Isabella and I belonged to similar worlds and we were educated in much the same way. I knew her, but not as well as I would later, first in the 1980s when I was a teenager and she was married to her first husband. Upon my own marriage I left England for Europe, not to return until about 1998, when we bonded completely. After 16 years London was almost unrecognisable to me: the boom had brought huge amounts of money, and the urban landscape was a shadow of the one I had left. But Issie remembered what I – we – had known, and brought to that an adventurous imagination and spirit that matched my own.
I didn’t think it was a coincidence that her grandmother, Vera Delves Broughton, and my great-grandfather, Walter Guinness, Lord Moyne had been very much an item for years, spending their time on the Rosaura, his boat, sailing around the world in the 1930s, from Papua New Guinea to the jungles of Africa and the deserts of the Middle East. (Walter wrote two books on the cultures he found there, and brought the first living Komodo dragon back to Britain before being assassinated in Cairo as the last British minister in the Middle East.) It seemed as if an invisible hand had drawn us together.
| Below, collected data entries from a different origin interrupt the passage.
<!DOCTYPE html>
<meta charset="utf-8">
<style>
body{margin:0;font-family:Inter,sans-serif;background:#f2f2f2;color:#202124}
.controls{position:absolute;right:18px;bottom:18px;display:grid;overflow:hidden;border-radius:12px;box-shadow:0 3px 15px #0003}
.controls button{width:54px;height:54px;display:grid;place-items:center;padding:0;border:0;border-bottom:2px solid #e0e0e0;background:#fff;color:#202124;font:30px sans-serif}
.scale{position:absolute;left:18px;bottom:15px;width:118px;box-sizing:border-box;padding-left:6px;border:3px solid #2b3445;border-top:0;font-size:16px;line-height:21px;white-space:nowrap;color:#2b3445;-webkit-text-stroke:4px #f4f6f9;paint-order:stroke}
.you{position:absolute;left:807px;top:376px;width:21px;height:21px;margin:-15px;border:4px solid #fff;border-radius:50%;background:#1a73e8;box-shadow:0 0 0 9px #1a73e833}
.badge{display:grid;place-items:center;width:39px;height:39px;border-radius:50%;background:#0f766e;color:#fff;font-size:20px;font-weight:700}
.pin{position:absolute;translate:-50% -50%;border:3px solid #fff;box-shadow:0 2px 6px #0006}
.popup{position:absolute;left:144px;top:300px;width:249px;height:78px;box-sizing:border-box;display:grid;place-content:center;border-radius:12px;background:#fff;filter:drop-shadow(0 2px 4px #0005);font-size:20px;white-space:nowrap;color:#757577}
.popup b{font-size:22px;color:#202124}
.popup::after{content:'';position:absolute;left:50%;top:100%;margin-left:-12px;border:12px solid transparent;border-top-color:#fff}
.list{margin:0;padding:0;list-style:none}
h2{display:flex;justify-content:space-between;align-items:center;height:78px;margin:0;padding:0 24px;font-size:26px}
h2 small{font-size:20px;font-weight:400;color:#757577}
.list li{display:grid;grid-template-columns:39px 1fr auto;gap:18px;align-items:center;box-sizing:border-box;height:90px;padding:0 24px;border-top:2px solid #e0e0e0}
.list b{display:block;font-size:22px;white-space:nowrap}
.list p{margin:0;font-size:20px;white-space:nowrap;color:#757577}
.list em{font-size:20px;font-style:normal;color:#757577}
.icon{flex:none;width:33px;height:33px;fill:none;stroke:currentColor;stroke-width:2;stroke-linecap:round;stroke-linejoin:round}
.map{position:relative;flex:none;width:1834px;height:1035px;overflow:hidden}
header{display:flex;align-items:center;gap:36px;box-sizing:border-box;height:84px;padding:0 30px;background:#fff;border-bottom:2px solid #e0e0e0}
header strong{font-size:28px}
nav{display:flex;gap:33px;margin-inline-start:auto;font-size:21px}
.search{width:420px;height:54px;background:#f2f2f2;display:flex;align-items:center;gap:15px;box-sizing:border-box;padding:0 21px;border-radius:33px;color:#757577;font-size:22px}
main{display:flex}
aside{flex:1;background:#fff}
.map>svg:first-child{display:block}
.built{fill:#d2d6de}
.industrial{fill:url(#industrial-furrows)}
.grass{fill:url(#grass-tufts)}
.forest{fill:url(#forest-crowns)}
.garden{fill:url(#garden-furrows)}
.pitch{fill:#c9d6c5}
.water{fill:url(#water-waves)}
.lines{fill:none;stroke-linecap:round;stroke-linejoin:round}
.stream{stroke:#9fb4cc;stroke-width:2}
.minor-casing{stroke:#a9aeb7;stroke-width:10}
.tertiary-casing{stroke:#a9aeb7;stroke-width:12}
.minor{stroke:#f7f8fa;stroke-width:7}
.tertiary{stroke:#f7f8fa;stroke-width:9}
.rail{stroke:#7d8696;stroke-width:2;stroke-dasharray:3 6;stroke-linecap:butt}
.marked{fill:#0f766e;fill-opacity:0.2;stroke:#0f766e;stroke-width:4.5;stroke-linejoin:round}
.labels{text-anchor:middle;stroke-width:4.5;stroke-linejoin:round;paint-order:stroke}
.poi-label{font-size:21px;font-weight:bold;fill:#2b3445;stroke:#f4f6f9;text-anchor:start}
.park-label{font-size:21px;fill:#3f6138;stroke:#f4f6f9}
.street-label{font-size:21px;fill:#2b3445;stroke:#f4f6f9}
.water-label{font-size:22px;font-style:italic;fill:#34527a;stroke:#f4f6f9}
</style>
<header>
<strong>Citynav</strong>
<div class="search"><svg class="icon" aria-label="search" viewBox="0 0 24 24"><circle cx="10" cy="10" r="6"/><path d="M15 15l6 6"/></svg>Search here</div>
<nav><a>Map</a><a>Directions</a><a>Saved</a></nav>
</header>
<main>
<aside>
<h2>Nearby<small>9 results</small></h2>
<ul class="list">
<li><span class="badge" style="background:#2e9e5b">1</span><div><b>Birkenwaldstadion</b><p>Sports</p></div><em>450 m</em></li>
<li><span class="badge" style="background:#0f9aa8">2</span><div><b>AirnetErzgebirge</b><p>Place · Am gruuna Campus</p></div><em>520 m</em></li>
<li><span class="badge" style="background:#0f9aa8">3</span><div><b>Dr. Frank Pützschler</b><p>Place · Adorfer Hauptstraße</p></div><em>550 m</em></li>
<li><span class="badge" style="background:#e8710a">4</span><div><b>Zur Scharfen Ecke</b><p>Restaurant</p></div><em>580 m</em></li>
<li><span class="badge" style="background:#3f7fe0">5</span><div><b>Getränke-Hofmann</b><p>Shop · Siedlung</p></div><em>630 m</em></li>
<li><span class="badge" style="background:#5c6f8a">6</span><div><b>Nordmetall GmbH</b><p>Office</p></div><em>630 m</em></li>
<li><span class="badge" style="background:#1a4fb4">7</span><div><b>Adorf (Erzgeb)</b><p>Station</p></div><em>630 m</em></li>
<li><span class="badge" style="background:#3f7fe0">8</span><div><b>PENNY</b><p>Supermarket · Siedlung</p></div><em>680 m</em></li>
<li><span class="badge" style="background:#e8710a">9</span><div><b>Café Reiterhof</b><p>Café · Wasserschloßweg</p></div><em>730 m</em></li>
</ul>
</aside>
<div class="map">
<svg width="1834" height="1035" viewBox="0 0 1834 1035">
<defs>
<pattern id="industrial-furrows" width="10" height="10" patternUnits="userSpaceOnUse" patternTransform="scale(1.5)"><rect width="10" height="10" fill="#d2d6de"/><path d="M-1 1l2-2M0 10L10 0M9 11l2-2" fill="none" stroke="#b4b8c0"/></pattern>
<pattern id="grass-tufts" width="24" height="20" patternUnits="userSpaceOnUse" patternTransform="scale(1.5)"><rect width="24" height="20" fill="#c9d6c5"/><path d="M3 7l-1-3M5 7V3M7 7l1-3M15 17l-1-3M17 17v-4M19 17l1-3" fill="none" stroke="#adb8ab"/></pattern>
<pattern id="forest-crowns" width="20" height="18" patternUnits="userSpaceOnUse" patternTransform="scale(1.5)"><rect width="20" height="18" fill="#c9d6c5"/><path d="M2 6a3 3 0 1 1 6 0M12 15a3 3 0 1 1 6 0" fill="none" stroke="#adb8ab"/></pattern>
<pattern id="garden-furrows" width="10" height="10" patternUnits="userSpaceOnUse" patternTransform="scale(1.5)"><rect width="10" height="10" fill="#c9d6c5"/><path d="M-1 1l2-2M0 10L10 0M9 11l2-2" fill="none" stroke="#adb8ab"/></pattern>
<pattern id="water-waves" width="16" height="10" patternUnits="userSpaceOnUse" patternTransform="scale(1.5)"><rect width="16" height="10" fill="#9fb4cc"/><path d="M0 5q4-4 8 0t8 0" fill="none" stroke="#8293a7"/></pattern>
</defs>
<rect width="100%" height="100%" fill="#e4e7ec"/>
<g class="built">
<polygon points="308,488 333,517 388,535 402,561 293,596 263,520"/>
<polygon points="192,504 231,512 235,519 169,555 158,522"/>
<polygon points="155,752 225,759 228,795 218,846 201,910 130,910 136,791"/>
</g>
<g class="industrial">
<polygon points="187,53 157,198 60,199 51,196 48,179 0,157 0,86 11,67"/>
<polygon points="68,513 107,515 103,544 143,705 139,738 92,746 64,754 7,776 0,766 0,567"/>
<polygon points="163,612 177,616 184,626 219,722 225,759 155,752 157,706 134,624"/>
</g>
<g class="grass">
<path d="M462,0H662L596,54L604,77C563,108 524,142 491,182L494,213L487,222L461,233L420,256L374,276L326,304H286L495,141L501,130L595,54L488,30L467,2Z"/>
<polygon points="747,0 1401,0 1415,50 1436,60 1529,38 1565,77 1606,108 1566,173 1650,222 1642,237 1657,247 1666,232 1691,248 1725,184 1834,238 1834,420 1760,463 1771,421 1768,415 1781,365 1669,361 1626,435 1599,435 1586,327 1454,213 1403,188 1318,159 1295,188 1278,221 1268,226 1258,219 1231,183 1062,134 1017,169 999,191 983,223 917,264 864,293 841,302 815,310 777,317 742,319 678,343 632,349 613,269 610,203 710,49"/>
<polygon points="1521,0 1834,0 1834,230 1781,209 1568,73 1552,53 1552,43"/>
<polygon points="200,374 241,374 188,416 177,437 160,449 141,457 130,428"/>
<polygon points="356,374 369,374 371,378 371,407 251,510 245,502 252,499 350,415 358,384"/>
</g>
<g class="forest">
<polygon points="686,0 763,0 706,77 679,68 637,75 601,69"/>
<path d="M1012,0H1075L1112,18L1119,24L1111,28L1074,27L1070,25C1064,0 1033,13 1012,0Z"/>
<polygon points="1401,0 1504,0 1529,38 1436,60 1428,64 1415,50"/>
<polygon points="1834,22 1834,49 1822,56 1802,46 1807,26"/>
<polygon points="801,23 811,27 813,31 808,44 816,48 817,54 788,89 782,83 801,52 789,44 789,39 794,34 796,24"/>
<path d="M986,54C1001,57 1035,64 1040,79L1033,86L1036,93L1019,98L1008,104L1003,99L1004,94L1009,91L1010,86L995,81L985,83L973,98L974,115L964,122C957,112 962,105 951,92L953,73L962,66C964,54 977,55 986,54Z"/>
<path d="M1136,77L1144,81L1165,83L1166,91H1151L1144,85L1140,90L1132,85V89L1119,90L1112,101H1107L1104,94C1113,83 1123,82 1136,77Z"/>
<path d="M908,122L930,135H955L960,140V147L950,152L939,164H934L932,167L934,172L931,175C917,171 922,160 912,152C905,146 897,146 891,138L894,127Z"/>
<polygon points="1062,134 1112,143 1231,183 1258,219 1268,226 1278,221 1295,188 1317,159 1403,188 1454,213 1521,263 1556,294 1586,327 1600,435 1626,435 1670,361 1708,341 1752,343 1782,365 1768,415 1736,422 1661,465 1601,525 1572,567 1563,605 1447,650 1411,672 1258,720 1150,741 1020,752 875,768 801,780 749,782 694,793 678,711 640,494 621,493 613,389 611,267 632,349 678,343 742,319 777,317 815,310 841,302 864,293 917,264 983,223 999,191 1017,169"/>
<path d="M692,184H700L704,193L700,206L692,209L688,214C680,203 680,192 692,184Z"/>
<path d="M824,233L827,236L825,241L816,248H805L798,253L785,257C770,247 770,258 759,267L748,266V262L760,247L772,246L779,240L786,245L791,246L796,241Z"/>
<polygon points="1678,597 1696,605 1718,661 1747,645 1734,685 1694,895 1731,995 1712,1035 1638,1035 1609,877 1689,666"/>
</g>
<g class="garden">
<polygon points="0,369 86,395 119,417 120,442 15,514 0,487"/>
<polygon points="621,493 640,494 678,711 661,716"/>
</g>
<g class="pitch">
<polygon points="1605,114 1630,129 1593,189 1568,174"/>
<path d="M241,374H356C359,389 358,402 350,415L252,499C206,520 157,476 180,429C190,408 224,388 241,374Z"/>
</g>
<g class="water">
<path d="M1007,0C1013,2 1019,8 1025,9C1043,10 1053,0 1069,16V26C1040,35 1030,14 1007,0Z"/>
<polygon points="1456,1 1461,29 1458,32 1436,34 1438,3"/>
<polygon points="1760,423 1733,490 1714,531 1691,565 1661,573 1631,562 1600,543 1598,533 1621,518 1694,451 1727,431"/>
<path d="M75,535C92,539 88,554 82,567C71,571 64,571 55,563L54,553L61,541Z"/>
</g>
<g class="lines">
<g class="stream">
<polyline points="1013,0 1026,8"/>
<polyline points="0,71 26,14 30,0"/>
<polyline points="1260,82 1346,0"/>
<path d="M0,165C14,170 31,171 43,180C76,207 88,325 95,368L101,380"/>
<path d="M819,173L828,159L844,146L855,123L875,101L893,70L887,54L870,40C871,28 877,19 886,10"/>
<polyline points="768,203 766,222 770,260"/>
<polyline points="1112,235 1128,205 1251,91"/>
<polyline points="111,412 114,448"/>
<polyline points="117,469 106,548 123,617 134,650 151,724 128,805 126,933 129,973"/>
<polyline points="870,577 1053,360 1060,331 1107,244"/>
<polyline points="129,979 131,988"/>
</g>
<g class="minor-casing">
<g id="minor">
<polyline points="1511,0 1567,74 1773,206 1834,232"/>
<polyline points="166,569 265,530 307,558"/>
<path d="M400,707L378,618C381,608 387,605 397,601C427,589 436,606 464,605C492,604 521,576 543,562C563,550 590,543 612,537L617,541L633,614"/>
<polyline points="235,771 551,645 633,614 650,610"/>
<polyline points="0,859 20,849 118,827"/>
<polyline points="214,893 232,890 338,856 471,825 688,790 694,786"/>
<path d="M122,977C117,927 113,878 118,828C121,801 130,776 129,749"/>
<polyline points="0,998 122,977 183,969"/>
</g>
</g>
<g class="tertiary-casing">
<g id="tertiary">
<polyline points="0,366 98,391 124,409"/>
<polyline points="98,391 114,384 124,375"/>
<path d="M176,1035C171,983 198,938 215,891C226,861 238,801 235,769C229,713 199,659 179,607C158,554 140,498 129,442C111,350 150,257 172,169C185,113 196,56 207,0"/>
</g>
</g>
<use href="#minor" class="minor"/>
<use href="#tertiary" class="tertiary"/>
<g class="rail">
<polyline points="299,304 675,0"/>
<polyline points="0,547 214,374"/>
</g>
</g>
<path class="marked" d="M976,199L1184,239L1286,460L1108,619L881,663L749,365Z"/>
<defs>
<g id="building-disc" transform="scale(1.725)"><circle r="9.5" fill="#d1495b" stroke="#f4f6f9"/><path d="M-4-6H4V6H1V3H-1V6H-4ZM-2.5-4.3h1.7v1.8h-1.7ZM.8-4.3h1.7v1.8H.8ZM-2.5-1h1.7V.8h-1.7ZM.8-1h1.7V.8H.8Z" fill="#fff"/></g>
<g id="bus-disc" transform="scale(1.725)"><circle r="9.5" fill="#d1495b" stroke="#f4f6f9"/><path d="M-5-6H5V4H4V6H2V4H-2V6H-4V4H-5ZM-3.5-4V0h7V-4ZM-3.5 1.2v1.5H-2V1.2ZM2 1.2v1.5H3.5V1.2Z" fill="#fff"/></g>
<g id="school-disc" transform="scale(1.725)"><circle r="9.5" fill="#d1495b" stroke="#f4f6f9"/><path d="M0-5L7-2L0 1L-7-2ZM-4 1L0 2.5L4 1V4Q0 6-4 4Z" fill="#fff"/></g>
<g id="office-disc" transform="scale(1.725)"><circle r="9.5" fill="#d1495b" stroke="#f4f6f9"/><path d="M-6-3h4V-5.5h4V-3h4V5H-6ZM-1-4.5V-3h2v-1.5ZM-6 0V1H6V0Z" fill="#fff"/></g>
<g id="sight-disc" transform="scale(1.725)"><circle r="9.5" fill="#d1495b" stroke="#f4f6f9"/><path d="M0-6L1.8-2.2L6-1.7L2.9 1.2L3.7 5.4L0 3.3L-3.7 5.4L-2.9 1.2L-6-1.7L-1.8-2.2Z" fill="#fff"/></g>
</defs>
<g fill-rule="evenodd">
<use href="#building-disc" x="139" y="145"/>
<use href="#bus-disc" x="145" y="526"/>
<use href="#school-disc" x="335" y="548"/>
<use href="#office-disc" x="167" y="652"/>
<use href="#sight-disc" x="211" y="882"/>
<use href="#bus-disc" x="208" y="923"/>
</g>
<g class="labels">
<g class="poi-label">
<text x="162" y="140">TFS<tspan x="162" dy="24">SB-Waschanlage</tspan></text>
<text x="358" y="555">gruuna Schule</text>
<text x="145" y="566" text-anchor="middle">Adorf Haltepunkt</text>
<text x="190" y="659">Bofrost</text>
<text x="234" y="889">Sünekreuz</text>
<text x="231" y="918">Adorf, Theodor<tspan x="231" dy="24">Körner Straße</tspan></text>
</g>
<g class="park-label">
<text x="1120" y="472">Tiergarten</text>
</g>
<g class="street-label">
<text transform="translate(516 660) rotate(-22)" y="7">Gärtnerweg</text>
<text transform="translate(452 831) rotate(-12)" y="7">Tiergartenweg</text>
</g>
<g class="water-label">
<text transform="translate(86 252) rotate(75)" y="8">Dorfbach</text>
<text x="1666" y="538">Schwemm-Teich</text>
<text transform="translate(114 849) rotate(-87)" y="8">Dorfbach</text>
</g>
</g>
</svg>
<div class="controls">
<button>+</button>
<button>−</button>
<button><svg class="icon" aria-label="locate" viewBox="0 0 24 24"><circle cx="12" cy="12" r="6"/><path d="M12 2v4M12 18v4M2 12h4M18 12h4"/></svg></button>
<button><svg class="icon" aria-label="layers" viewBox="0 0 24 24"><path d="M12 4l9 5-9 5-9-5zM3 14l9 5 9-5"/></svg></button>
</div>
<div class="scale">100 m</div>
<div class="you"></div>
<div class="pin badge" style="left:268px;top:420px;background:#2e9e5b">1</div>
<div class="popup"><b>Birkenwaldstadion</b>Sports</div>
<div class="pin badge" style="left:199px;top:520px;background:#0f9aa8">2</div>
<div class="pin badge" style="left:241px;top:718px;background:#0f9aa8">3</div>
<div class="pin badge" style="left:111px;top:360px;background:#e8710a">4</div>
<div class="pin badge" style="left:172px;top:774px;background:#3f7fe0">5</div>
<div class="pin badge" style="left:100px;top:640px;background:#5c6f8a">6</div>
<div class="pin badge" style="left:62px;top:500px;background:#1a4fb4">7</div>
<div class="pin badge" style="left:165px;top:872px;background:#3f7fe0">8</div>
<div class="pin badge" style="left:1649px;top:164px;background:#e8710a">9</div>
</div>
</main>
We would often lament the passing of this older England, which was in the process of being poisoned by the presence of so much money that it had become almost impossibly expensive for artists – or indeed, anyone – to live in the city. Issie was often described as eccentric, because it is easier for most people to write off individuality in that hackneyed way, but I would say instead that Issie was irrepressibly generous with her time and her friendship, and had an incredible impact on the worlds of design and art.